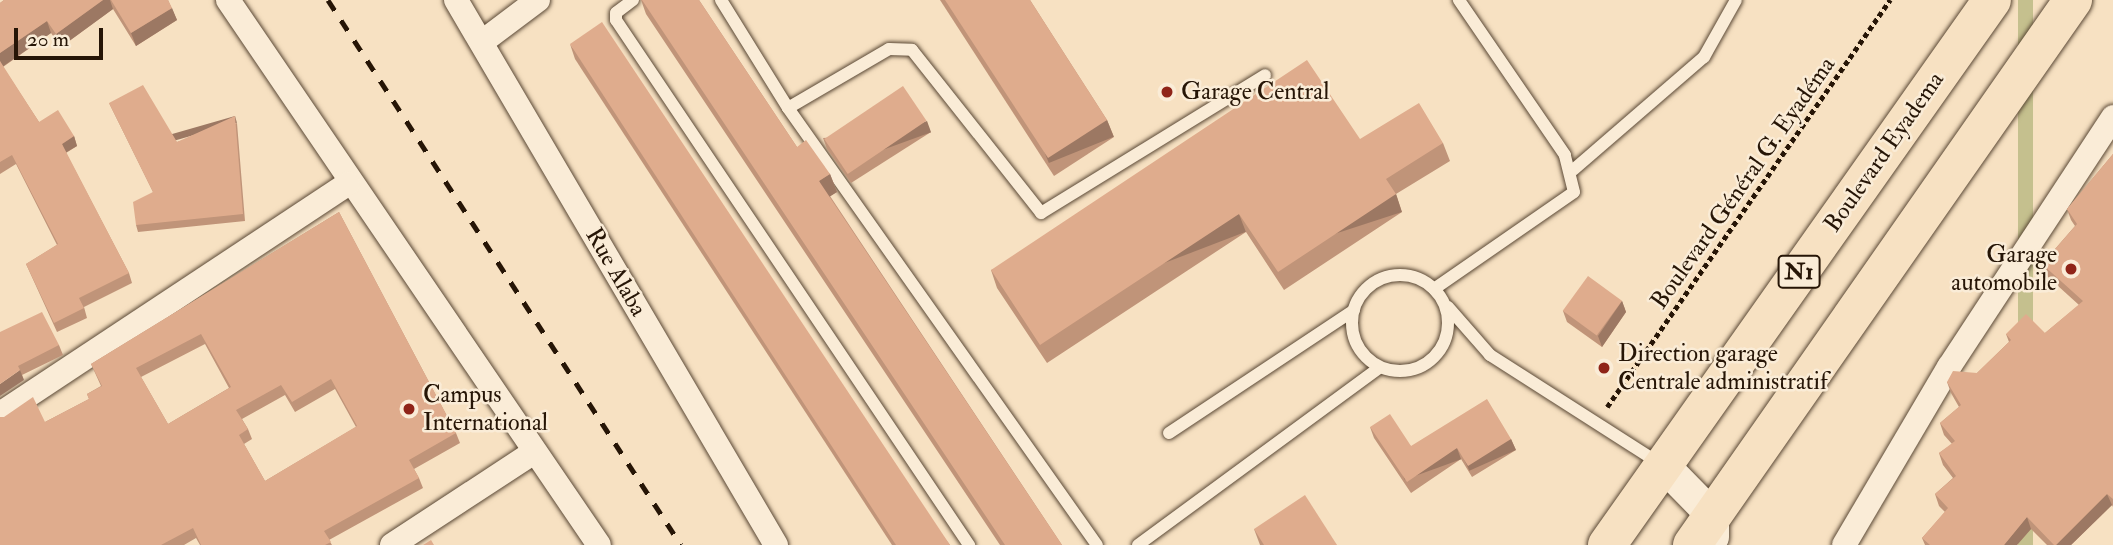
<!DOCTYPE html>
<meta charset="utf-8">
<style>
body{margin:0}
#map{position:relative;width:2113px;height:545px;overflow:hidden;background:#f7e1c2;font-family:"IM FELL Double Pica",serif}
div>[style]{position:absolute}
.green>*{inset:0;background:#c5c08e;transform-origin:0 0}
.path>*{height:4.5px;margin-top:-2.25px;transform-origin:0;background:repeating-linear-gradient(90deg,#261506 0 5px,transparent 0 8.5px)}
.roads{filter:drop-shadow(0 0 2px #5a4835) drop-shadow(0 0 2px #5a4835)}
.service>*{height:12px;margin:-6px;padding:0 6px;transform-origin:6px;border-radius:6px;background:#faecd7}
.service>.ring{margin:-6px;padding:0;box-sizing:content-box;background:none;border:12px solid #faecd7;border-radius:50%}
.minor>*{height:24px;margin:-12px;padding:0 12px;transform-origin:12px;border-radius:12px;background:#faecd7}
.tertiary>*{height:32px;margin:-16px;padding:0 16px;transform-origin:16px;border-radius:16px;background:#faecd7}
.trunk>*{height:38px;margin:-19px;padding:0 19px;transform-origin:19px;border-radius:19px;background:#f7e1c2}
.rail>*{height:5px;margin-top:-2.5px;transform-origin:0;background:repeating-linear-gradient(90deg,#261506 0 12px,transparent 0 24px)}
.wall>*{inset:0;background:#c09479}
.shaded-wall>*{inset:0;background:#9c7863;transform-origin:0 0}
.building>*{inset:0;background:#dfac8d;transform-origin:0 0}
.dots>*{width:19px;height:19px;translate:-50% -50%;box-sizing:border-box;border:4px solid #faecd7;border-radius:50%}
span{translate:-50% -50%;white-space:nowrap;text-align:center;line-height:1.15;-webkit-text-stroke:5px #faecd7;paint-order:stroke}
.shield-label span{padding:2px 5px;background:#faecd7;border:2px solid;border-radius:5px;-webkit-text-stroke-width:0}
.shield-label{font-size:23px;color:#261506;font-weight:700}
.poi-label{font-size:24px;color:#261506}
.left{translate:0 -50%;text-align:left}
.right{translate:-100% -50%;text-align:right}
.street-label{font-size:24px;color:#261506}
.scale{position:absolute;left:14px;top:28px;width:89px;height:32px;box-sizing:border-box;border:4px solid #261506;border-top:0;padding-left:9px;font-size:21px;line-height:24px;white-space:nowrap;color:#261506;-webkit-text-stroke:5px #faecd7;paint-order:stroke}
</style>
<div id="map">
<div class="green">
<i style="left:2018px;top:0;width:15px;height:576px"></i>
</div>
<div class="path">
<i style="left:1607px;top:407px;width:496px;rotate:-55.2deg"></i>
</div>
<div class="roads">
<div class="service">
<i style="left:633px;top:0;width:21px;rotate:143deg"></i>
<i style="left:616px;top:13px;width:7px;rotate:90deg"></i>
<i style="left:616px;top:20px;width:633px;rotate:56.08deg"></i>
<i style="left:721px;top:0;width:127px;rotate:58.2deg"></i>
<i style="left:788px;top:108px;width:535px;rotate:54.74deg"></i>
<i style="left:788px;top:108px;width:117px;rotate:-30.3deg"></i>
<i style="left:889px;top:49px;width:23px;rotate:2deg"></i>
<i style="left:912px;top:50px;width:208px;rotate:51.6deg"></i>
<i style="left:1041px;top:213px;width:263px;rotate:-31.6deg"></i>
<i style="left:1573px;top:170px;width:173px;rotate:-40.8deg"></i>
<i style="left:1704px;top:57px;width:65px;rotate:-60.7deg"></i>
<i class="ring" style="left:1352px;top:275px;width:84px;height:84px"></i>
<i style="left:1434px;top:289px;width:170px;rotate:-34.7deg"></i>
<i style="left:1574px;top:192px;width:38px;rotate:-104deg"></i>
<i style="left:1565px;top:155px;width:188px;rotate:-124.4deg"></i>
<i style="left:1448px;top:307px;width:64px;rotate:48.8deg"></i>
<i style="left:1490px;top:355px;width:201px;rotate:32.6deg"></i>
<i style="left:1169px;top:433px;width:222px;rotate:-33.6deg"></i>
<i style="left:1138px;top:545px;width:300px;rotate:-36.3deg"></i>
</div>
<div class="minor">
<i style="left:228px;top:0;width:659px;rotate:55.76deg"></i>
<i style="left:456px;top:0;width:632px;rotate:59.58deg"></i>
<i style="left:482px;top:42px;width:70px;rotate:-36.9deg"></i>
<i style="left:0;top:414px;width:417px;rotate:-33.5deg"></i>
<i style="left:392px;top:545px;width:170px;rotate:-33.2deg"></i>
<i style="left:1844px;top:545px;width:207px;rotate:-59.5deg"></i>
<i style="left:1949px;top:367px;width:299px;rotate:-56.7deg"></i>
</div>
<div class="tertiary">
<i style="left:1664px;top:466px;width:70px;rotate:45.6deg"></i>
<i style="left:1713px;top:516px;width:21px;rotate:90deg"></i>
</div>
<div class="trunk">
<i style="left:1607px;top:545px;width:667px;rotate:-54.76deg"></i>
<i style="left:1692px;top:545px;width:665px;rotate:-55.04deg"></i>
</div>
</div>
<div class="rail">
<i style="left:328px;top:0;width:649px;rotate:57.07deg"></i>
</div>
<div class="wall">
<i style="clip-path:polygon(4px 0,168px 0,177px 20px,136px 46px,113px 9px,61px 47px,51px 33px,3px 67px,39px 122px,74px 136px,77px 146px,66px 153px,129px 273px,132px 283px,84px 307px,87px 318px,57px 332px,26px 264px,57px 245px,16px 164px,0 174px,0 3px)"></i>
<i style="clip-path:polygon(641px 0,699px 0,797px 147px,830px 174px,837px 192px,830px 196px,1062px 545px,1000px 545px,646px 14px)"></i>
<i style="clip-path:polygon(940px 0,1030px 0,1107px 120px,1114px 137px,1054px 176px)"></i>
<i style="clip-path:polygon(570px 44px,950px 545px,892px 545px,575px 59px)"></i>
<i style="clip-path:polygon(109px 103px,177px 142px,237px 123px,245px 221px,138px 232px,136px 225px,153px 192px)"></i>
<i style="clip-path:polygon(931px 132px,851px 183px,827px 149px,823px 138px)"></i>
<i style="clip-path:polygon(1360px 139px,1443px 143px,1450px 161px,1396px 194px,1402px 212px,1284px 290px,1246px 232px,1047px 363px,997px 288px,991px 270px)"></i>
<i style="clip-path:polygon(2113px 154px,2113px 507px,2112px 505px,2071px 545px,2047px 545px,2031px 529px,2017px 545px,1925px 545px,1922px 538px,1945px 512px,1939px 506px,1935px 494px,1953px 478px,1943px 465px,1939px 453px,1952px 444px,1944px 435px,1940px 423px,1959px 407px,1951px 393px,1947px 382px,1977px 373px,2009px 342px,2006px 334px,2045px 333px,2079px 305px,2047px 276px,2042px 264px,2075px 226px,2071px 220px,2067px 209px)"></i>
<i style="clip-path:polygon(evenodd,339px 212px,456px 433px,460px 443px,414px 469px,419px 478px,423px 488px,329px 540px,332px 545px,200px 545px,196px 538px,184px 545px,0 545px,45px 422px,89px 399px,87px 394px,101px 386px,91px 364px,339px 212px,205px 344px,229px 388px,168px 424px,141px 377px,205px 344px,339px 212px,335px 389px,356px 427px,265px 481px,244px 444px,252px 439px,248px 429px,242px 419px,285px 395px,295px 412px,335px 389px)"></i>
<i style="clip-path:polygon(1622px 301px,1626px 312px,1602px 347px,1567px 322px,1563px 311px)"></i>
<i style="clip-path:polygon(0 332px,59px 345px,63px 355px,22px 375px,24px 380px)"></i>
<i style="clip-path:polygon(1370px 427px,1411px 446px,1511px 439px,1516px 450px,1472px 477px,1461px 459px,1411px 493px,1374px 438px)"></i>
<i style="clip-path:polygon(1254px 529px,1337px 545px,1260px 545px)"></i>
</div>
<div class="shaded-wall">
<i style="clip-path:polygon(103px 0,110px 0,113px 9px,61px 47px,56px 34px)"></i>
<i style="clip-path:polygon(172px 8px,177px 20px,136px 46px,131px 33px)"></i>
<i style="clip-path:polygon(47px 21px,51px 33px,2px 67px,0 61px,0 53px)"></i>
<i style="left:235px;top:116px;width:7px;height:98px;rotate:74deg"></i>
<i style="left:1107px;top:120px;width:18px;height:70px;rotate:68deg"></i>
<i style="left:927px;top:121px;width:12px;height:95px;rotate:70deg"></i>
<i style="clip-path:polygon(74px 136px,77px 146px,65px 153px,62px 144px)"></i>
<i style="clip-path:polygon(830px 174px,837px 192px,826px 199px,819px 181px)"></i>
<i style="left:1396px;top:194px;width:19px;height:141px;rotate:72deg"></i>
<i style="left:1239px;top:214px;width:19px;height:238px;rotate:69deg"></i>
<i style="clip-path:polygon(1622px 301px,1626px 312px,1602px 347px,1598px 336px)"></i>
<i style="clip-path:polygon(20px 370px,24px 380px,0 396px,0 384px)"></i>
<i style="left:1511px;top:439px;width:12px;height:51px;rotate:66deg"></i>
<i style="left:1457px;top:448px;width:12px;height:60px;rotate:70deg"></i>
<i style="clip-path:polygon(2107px 494px,2112px 505px,2071px 545px,2056px 545px)"></i>
<i style="clip-path:polygon(2027px 517px,2031px 529px,2017px 545px,2004px 545px)"></i>
</div>
<div class="building">
<i style="clip-path:polygon(4px 0,103px 0,56px 34px,47px 21px,0 53px,0 3px)"></i>
<i style="clip-path:polygon(111px 0,168px 0,172px 8px,131px 33px)"></i>
<i style="clip-path:polygon(642px 0,699px 0,797px 147px,806px 140px,830px 174px,819px 181px,1062px 545px,1005px 545px)"></i>
<i style="clip-path:polygon(945px 0,1030px 0,1107px 120px,1048px 158px)"></i>
<i style="clip-path:polygon(602px 22px,950px 545px,896px 545px,570px 44px)"></i>
<i style="clip-path:polygon(1307px 60px,1360px 139px,1419px 103px,1443px 143px,1386px 179px,1396px 194px,1278px 272px,1239px 214px,1040px 345px,991px 270px)"></i>
<i style="clip-path:polygon(0 61px,39px 122px,58px 110px,74px 136px,62px 144px,129px 273px,79px 298px,84px 308px,54px 323px,26px 264px,58px 244px,12px 155px,0 162px)"></i>
<i style="clip-path:polygon(143px 85px,177px 142px,235px 116px,243px 214px,136px 225px,133px 202px,153px 192px,109px 103px)"></i>
<i style="left:903px;top:86px;width:42px;height:95px;rotate:56deg"></i>
<i style="clip-path:polygon(2113px 154px,2113px 499px,2107px 494px,2056px 545px,2054px 545px,2027px 517px,2004px 545px,1930px 545px,1922px 538px,1948px 508px,1935px 494px,1956px 476px,1939px 453px,1955px 441px,1940px 423px,1961px 405px,1947px 382px,1953px 371px,1977px 373px,2011px 340px,2006px 334px,2026px 314px,2045px 333px,2083px 301px,2042px 264px,2077px 224px,2067px 209px)"></i>
<i style="clip-path:polygon(evenodd,339px 212px,456px 433px,409px 460px,419px 478px,324px 531px,331px 542px,325px 545px,201px 545px,193px 528px,161px 545px,0 545px,0 417px,4px 417px,33px 397px,45px 422px,89px 399px,87px 394px,102px 386px,91px 364px,339px 212px,201px 334px,231px 387px,168px 424px,136px 368px,201px 334px,339px 212px,331px 379px,357px 426px,265px 481px,239px 435px,248px 429px,236px 410px,281px 385px,292px 402px,331px 379px)"></i>
<i style="left:1588px;top:276px;width:42px;height:43px;rotate:36deg"></i>
<i style="clip-path:polygon(42px 312px,59px 345px,18px 366px,20px 370px,0 384px,0 332px)"></i>
<i style="clip-path:polygon(1487px 399px,1511px 439px,1468px 466px,1457px 448px,1407px 482px,1370px 427px,1390px 414px,1411px 446px)"></i>
<i style="clip-path:polygon(1305px 495px,1337px 545px,1264px 545px,1254px 529px)"></i>
<i style="clip-path:polygon(431px 540px,434px 545px,423px 545px)"></i>
</div>
<div class="dots">
<i style="left:1167px;top:92px;background:#8f2418"></i>
<i style="left:2071px;top:269px;background:#8f2418"></i>
<i style="left:1604px;top:368px;background:#8f2418"></i>
<i style="left:409px;top:409px;background:#8f2418"></i>
</div>
<div class="shield-label">
<span style="left:1799px;top:272px">N1</span>
</div>
<div class="poi-label">
<span class="left" style="left:1181px;top:92px">Garage Central</span>
<span class="right" style="left:2057px;top:269px">Garage<br>automobile</span>
<span class="left" style="left:1618px;top:368px">Direction garage<br>Centrale administratif</span>
<span class="left" style="left:423px;top:409px">Campus<br>International</span>
</div>
<div class="street-label">
<span style="left:1884px;top:152px;rotate:-55deg">Boulevard Eyadema</span>
<span style="left:1743px;top:183px;rotate:-55deg">Boulevard Général G. Eyadéma</span>
<span style="left:616px;top:272px;rotate:60deg">Rue Alaba</span>
</div>
<div class="scale">20 m</div>
</div>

———

> **EXERCISE GOAL**: Your answer should be a single number: the tally of lines in the entries that include the word "repeating".

> **REPLY TO THE TASK**: 2